SOURCE MATERIAL:
------------------------------------

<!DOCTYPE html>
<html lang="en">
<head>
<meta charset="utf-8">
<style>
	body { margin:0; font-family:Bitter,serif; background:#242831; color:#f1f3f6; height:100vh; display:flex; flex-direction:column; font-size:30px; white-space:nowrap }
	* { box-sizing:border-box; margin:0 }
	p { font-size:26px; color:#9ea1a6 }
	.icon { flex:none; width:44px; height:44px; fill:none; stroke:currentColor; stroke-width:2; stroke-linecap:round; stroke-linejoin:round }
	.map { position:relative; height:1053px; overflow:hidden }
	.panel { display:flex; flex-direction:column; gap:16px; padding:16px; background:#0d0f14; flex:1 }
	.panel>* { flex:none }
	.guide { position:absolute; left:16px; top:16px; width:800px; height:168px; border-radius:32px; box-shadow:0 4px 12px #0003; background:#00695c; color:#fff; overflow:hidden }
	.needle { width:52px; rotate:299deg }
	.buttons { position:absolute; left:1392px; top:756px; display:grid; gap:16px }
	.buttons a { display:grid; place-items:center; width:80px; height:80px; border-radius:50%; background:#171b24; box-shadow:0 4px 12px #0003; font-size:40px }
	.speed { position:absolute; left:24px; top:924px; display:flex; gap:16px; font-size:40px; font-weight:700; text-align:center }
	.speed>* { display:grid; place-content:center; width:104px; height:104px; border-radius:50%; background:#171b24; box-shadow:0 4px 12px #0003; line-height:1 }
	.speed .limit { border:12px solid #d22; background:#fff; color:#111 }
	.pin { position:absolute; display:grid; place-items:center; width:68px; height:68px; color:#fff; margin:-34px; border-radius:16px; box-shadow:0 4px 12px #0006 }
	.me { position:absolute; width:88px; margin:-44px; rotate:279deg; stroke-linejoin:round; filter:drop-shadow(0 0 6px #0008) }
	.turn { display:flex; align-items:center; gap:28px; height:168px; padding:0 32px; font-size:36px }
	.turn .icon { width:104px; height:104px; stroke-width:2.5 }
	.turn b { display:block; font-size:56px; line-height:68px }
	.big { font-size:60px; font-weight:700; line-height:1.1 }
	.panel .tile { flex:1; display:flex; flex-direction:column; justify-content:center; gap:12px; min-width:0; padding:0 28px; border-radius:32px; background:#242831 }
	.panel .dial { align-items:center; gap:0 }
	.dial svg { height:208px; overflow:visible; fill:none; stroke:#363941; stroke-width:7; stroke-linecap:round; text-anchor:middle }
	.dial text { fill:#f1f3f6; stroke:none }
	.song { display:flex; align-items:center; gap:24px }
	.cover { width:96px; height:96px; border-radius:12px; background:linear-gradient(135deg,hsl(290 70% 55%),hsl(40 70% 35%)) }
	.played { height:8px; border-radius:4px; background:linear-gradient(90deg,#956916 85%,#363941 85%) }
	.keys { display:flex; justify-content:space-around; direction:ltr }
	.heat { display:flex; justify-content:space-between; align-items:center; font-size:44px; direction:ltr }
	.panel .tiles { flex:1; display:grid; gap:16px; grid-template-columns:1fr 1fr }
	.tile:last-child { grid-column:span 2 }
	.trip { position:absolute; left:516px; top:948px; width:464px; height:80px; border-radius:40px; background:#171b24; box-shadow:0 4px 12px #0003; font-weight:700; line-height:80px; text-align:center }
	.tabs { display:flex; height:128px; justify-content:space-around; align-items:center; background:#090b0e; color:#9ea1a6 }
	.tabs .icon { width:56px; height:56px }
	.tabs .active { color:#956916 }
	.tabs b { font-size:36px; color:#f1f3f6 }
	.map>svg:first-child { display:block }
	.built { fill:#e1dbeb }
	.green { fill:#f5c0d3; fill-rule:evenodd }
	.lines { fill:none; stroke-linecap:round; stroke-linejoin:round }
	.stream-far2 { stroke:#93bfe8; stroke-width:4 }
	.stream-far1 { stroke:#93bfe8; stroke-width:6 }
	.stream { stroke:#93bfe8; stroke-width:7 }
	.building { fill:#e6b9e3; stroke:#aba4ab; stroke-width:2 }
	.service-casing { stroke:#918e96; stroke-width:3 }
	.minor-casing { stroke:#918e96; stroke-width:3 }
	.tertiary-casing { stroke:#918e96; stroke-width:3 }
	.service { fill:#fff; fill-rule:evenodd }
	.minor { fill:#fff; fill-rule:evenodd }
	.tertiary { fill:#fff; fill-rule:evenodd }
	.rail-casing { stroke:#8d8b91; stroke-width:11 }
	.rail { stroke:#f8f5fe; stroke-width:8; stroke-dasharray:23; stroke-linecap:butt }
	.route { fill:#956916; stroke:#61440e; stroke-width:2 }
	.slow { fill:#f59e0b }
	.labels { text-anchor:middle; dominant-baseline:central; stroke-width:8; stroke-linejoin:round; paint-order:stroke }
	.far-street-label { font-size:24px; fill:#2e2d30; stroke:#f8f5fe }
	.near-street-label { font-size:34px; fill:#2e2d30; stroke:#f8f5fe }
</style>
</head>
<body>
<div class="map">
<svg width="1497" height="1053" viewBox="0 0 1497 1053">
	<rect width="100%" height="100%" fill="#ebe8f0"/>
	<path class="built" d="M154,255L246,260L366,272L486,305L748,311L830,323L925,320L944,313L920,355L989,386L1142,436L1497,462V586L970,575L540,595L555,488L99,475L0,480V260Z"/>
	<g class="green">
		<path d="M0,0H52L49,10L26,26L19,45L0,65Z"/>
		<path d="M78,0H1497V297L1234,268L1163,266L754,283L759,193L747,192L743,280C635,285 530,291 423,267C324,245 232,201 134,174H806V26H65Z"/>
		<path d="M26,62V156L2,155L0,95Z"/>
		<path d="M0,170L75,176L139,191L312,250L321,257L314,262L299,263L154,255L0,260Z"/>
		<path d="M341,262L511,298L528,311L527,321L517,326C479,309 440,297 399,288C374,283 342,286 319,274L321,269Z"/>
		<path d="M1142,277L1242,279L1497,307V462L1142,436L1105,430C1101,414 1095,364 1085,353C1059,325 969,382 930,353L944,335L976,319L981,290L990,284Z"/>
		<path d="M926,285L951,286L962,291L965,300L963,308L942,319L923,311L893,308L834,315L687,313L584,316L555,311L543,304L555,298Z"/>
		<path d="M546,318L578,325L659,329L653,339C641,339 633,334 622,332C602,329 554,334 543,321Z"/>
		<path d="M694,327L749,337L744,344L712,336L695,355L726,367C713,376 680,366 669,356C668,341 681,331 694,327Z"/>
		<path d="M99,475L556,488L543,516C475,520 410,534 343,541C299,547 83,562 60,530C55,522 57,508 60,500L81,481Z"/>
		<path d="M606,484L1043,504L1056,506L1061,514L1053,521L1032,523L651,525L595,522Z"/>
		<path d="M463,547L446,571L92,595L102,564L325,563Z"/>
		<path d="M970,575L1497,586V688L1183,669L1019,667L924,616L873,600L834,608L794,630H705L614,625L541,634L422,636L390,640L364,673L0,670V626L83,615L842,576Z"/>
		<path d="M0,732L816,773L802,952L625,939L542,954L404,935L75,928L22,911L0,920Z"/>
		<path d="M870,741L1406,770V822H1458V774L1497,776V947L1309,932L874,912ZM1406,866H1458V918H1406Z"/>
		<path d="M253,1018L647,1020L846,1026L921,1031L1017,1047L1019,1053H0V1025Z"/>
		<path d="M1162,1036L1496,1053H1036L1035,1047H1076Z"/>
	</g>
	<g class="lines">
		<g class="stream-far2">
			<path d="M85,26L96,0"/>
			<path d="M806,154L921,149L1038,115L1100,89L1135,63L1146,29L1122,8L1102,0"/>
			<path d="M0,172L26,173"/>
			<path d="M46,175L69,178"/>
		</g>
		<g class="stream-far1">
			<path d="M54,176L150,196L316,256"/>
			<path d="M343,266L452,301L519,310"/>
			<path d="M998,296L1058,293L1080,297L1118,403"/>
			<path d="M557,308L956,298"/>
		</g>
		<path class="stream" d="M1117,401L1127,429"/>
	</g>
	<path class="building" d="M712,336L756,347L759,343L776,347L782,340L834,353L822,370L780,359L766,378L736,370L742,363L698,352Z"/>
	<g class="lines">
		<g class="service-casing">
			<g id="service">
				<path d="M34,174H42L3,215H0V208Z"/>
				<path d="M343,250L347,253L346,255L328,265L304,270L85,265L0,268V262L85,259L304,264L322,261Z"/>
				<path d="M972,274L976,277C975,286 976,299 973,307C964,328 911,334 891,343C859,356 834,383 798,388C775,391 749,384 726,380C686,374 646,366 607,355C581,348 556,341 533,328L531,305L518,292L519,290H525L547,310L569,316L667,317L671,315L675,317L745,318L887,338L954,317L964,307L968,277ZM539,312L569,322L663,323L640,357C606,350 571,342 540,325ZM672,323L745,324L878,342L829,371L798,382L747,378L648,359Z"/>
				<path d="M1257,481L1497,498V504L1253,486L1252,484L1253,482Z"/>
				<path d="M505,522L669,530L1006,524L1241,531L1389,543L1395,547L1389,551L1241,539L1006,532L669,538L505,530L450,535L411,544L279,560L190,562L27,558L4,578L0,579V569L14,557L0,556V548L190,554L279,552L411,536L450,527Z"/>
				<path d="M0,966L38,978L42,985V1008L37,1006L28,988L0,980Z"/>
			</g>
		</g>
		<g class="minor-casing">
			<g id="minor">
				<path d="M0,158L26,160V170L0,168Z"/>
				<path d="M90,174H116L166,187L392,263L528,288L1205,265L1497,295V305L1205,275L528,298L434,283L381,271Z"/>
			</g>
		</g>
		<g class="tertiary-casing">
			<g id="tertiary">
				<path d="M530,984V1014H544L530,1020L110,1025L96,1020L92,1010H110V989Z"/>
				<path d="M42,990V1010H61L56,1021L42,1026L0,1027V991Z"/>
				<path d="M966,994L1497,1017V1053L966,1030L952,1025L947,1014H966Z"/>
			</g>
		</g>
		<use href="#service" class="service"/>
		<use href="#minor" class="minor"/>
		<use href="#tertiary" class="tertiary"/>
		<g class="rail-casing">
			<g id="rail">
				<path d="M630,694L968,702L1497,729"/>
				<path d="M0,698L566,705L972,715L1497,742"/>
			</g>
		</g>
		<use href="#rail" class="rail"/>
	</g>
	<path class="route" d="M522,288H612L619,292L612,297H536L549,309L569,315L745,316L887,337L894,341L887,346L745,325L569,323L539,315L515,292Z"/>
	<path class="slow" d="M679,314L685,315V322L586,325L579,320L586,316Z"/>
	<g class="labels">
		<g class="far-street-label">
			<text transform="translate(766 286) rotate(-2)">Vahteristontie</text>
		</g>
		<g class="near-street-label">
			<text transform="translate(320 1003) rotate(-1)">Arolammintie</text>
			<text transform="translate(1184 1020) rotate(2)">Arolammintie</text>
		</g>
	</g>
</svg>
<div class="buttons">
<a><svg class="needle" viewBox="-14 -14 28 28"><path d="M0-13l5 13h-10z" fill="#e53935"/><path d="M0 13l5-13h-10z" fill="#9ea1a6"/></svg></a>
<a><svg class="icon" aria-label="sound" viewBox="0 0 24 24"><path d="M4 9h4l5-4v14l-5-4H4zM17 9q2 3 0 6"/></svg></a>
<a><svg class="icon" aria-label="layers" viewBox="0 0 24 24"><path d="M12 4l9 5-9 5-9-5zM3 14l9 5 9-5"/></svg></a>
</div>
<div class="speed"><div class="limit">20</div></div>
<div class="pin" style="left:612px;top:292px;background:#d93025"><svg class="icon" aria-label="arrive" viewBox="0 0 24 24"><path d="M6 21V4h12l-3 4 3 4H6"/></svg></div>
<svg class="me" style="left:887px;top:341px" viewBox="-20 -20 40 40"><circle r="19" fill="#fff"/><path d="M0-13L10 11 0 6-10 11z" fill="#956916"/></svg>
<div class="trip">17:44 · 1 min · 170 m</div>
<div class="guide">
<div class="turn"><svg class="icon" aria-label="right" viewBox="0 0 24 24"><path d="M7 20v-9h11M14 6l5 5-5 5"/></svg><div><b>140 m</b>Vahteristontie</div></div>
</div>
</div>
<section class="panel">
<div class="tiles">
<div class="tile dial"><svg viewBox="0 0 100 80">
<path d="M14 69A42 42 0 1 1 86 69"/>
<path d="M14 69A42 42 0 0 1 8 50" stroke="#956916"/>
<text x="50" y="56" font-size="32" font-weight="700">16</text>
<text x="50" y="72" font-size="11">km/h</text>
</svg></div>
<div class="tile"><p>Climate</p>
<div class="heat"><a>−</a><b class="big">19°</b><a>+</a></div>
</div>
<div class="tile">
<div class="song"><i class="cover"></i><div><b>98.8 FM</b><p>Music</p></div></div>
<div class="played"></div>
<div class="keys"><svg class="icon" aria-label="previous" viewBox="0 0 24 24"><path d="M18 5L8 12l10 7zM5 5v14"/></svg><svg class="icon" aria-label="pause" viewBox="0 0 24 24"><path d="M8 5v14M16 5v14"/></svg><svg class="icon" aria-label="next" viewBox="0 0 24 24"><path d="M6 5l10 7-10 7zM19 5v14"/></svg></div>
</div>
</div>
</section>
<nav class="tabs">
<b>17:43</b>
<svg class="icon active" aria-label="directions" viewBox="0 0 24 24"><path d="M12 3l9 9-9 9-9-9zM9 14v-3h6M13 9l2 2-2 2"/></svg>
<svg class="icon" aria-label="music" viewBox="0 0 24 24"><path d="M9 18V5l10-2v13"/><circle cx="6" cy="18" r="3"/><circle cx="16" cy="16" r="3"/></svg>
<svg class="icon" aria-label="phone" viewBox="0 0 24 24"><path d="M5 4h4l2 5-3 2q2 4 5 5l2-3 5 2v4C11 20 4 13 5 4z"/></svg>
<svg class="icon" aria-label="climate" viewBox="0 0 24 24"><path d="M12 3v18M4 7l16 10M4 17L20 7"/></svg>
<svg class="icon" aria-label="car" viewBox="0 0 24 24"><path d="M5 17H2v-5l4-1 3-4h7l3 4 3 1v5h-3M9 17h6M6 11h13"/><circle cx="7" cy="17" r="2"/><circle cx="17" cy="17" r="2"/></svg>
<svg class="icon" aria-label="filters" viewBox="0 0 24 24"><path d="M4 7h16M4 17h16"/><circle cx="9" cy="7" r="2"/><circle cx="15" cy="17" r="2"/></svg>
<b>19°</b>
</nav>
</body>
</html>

------------------------------------

TASK REQUIREMENTS: Your answer must be every line from the entries that contains the string "child", copied as it stands.

ANSWER BOX:
	.tile:last-child { grid-column:span 2 }
	.map>svg:first-child { display:block }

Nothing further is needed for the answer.